AIM OF THE EXERCISE – Line by line, retype the data exactly as it is given.

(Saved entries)
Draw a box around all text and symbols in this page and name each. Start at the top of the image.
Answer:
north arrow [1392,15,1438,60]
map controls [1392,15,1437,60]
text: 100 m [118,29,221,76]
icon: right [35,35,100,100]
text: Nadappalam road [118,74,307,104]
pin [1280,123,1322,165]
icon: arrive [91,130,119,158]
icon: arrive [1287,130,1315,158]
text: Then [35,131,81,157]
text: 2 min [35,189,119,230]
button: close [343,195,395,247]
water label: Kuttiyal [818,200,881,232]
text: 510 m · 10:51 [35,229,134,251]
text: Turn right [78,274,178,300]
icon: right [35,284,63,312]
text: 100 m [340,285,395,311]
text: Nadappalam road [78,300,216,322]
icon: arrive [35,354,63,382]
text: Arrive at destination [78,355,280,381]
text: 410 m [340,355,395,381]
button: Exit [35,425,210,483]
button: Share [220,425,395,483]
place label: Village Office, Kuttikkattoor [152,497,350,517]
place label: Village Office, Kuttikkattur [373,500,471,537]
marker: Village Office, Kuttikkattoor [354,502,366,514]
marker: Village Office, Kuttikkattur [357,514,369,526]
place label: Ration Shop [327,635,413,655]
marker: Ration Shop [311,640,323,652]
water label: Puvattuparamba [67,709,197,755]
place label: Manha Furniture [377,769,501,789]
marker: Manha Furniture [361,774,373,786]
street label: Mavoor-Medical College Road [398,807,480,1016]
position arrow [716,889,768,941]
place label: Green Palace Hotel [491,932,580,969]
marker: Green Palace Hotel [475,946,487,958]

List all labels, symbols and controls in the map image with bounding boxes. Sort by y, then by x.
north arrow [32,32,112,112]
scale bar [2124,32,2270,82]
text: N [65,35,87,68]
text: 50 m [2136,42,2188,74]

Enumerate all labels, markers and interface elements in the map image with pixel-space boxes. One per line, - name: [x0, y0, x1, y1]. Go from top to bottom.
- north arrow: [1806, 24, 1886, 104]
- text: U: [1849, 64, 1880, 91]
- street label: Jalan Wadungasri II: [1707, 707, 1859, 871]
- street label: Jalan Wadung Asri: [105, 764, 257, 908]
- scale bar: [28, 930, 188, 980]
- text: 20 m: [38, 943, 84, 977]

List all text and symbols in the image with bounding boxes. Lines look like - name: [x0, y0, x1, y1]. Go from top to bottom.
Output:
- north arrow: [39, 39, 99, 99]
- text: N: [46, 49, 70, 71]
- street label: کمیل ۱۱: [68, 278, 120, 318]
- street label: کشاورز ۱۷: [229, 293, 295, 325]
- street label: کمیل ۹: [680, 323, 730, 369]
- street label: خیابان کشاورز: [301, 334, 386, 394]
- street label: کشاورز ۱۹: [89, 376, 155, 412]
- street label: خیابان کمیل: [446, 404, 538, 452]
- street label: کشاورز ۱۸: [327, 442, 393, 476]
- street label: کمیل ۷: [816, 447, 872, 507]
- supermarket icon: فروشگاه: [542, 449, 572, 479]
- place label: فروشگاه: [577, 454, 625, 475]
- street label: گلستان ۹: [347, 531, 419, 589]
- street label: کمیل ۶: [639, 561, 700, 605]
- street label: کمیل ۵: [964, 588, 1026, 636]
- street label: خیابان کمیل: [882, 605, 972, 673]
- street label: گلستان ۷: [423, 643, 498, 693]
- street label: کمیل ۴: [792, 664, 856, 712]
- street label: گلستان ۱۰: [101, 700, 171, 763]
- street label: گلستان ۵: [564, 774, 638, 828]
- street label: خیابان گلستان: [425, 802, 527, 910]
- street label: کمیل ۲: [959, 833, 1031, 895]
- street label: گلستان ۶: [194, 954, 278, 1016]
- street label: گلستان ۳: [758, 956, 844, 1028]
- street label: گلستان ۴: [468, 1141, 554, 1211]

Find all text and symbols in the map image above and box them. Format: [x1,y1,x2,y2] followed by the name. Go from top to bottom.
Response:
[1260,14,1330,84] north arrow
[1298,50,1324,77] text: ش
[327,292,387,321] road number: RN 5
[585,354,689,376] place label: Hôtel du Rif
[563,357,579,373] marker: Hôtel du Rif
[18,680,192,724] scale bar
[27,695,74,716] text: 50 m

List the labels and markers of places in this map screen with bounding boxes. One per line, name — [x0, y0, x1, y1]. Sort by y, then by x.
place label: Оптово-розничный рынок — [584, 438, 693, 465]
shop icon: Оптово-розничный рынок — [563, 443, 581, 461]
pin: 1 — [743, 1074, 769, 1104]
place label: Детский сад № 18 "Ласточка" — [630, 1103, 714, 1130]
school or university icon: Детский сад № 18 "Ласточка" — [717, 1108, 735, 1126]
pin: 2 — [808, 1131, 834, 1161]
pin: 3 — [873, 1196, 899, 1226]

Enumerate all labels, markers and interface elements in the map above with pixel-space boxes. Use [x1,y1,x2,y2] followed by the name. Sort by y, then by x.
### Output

RESPONSE TO THIS EXERCISE –
Draw a box around all text and symbols in this page and name each. Start at the top of the image.
Answer:
north arrow [1392,15,1438,60]
map controls [1392,15,1437,60]
text: 100 m [118,29,221,76]
icon: right [35,35,100,100]
text: Nadappalam road [118,74,307,104]
pin [1280,123,1322,165]
icon: arrive [91,130,119,158]
icon: arrive [1287,130,1315,158]
text: Then [35,131,81,157]
text: 2 min [35,189,119,230]
button: close [343,195,395,247]
water label: Kuttiyal [818,200,881,232]
text: 510 m · 10:51 [35,229,134,251]
text: Turn right [78,274,178,300]
icon: right [35,284,63,312]
text: 100 m [340,285,395,311]
text: Nadappalam road [78,300,216,322]
icon: arrive [35,354,63,382]
text: Arrive at destination [78,355,280,381]
text: 410 m [340,355,395,381]
button: Exit [35,425,210,483]
button: Share [220,425,395,483]
place label: Village Office, Kuttikkattoor [152,497,350,517]
place label: Village Office, Kuttikkattur [373,500,471,537]
marker: Village Office, Kuttikkattoor [354,502,366,514]
marker: Village Office, Kuttikkattur [357,514,369,526]
place label: Ration Shop [327,635,413,655]
marker: Ration Shop [311,640,323,652]
water label: Puvattuparamba [67,709,197,755]
place label: Manha Furniture [377,769,501,789]
marker: Manha Furniture [361,774,373,786]
street label: Mavoor-Medical College Road [398,807,480,1016]
position arrow [716,889,768,941]
place label: Green Palace Hotel [491,932,580,969]
marker: Green Palace Hotel [475,946,487,958]

List all labels, symbols and controls in the map image with bounding boxes. Sort by y, then by x.
north arrow [32,32,112,112]
scale bar [2124,32,2270,82]
text: N [65,35,87,68]
text: 50 m [2136,42,2188,74]

Enumerate all labels, markers and interface elements in the map image with pixel-space boxes. One per line, - name: [x0, y0, x1, y1]. Go from top to bottom.
- north arrow: [1806, 24, 1886, 104]
- text: U: [1849, 64, 1880, 91]
- street label: Jalan Wadungasri II: [1707, 707, 1859, 871]
- street label: Jalan Wadung Asri: [105, 764, 257, 908]
- scale bar: [28, 930, 188, 980]
- text: 20 m: [38, 943, 84, 977]

List all text and symbols in the image with bounding boxes. Lines look like - name: [x0, y0, x1, y1]. Go from top to bottom.
Output:
- north arrow: [39, 39, 99, 99]
- text: N: [46, 49, 70, 71]
- street label: کمیل ۱۱: [68, 278, 120, 318]
- street label: کشاورز ۱۷: [229, 293, 295, 325]
- street label: کمیل ۹: [680, 323, 730, 369]
- street label: خیابان کشاورز: [301, 334, 386, 394]
- street label: کشاورز ۱۹: [89, 376, 155, 412]
- street label: خیابان کمیل: [446, 404, 538, 452]
- street label: کشاورز ۱۸: [327, 442, 393, 476]
- street label: کمیل ۷: [816, 447, 872, 507]
- supermarket icon: فروشگاه: [542, 449, 572, 479]
- place label: فروشگاه: [577, 454, 625, 475]
- street label: گلستان ۹: [347, 531, 419, 589]
- street label: کمیل ۶: [639, 561, 700, 605]
- street label: کمیل ۵: [964, 588, 1026, 636]
- street label: خیابان کمیل: [882, 605, 972, 673]
- street label: گلستان ۷: [423, 643, 498, 693]
- street label: کمیل ۴: [792, 664, 856, 712]
- street label: گلستان ۱۰: [101, 700, 171, 763]
- street label: گلستان ۵: [564, 774, 638, 828]
- street label: خیابان گلستان: [425, 802, 527, 910]
- street label: کمیل ۲: [959, 833, 1031, 895]
- street label: گلستان ۶: [194, 954, 278, 1016]
- street label: گلستان ۳: [758, 956, 844, 1028]
- street label: گلستان ۴: [468, 1141, 554, 1211]

Find all text and symbols in the map image above and box them. Format: [x1,y1,x2,y2] followed by the name. Go from top to bottom.
Response:
[1260,14,1330,84] north arrow
[1298,50,1324,77] text: ش
[327,292,387,321] road number: RN 5
[585,354,689,376] place label: Hôtel du Rif
[563,357,579,373] marker: Hôtel du Rif
[18,680,192,724] scale bar
[27,695,74,716] text: 50 m

List the labels and markers of places in this map screen with bounding boxes. One per line, name — [x0, y0, x1, y1]. Sort by y, then by x.
place label: Оптово-розничный рынок — [584, 438, 693, 465]
shop icon: Оптово-розничный рынок — [563, 443, 581, 461]
pin: 1 — [743, 1074, 769, 1104]
place label: Детский сад № 18 "Ласточка" — [630, 1103, 714, 1130]
school or university icon: Детский сад № 18 "Ласточка" — [717, 1108, 735, 1126]
pin: 2 — [808, 1131, 834, 1161]
pin: 3 — [873, 1196, 899, 1226]

Enumerate all labels, markers and interface elements in the map above with pixel-space boxes. Use [x1,y1,x2,y2] followed by the name. Sort by y, then by x.
### Output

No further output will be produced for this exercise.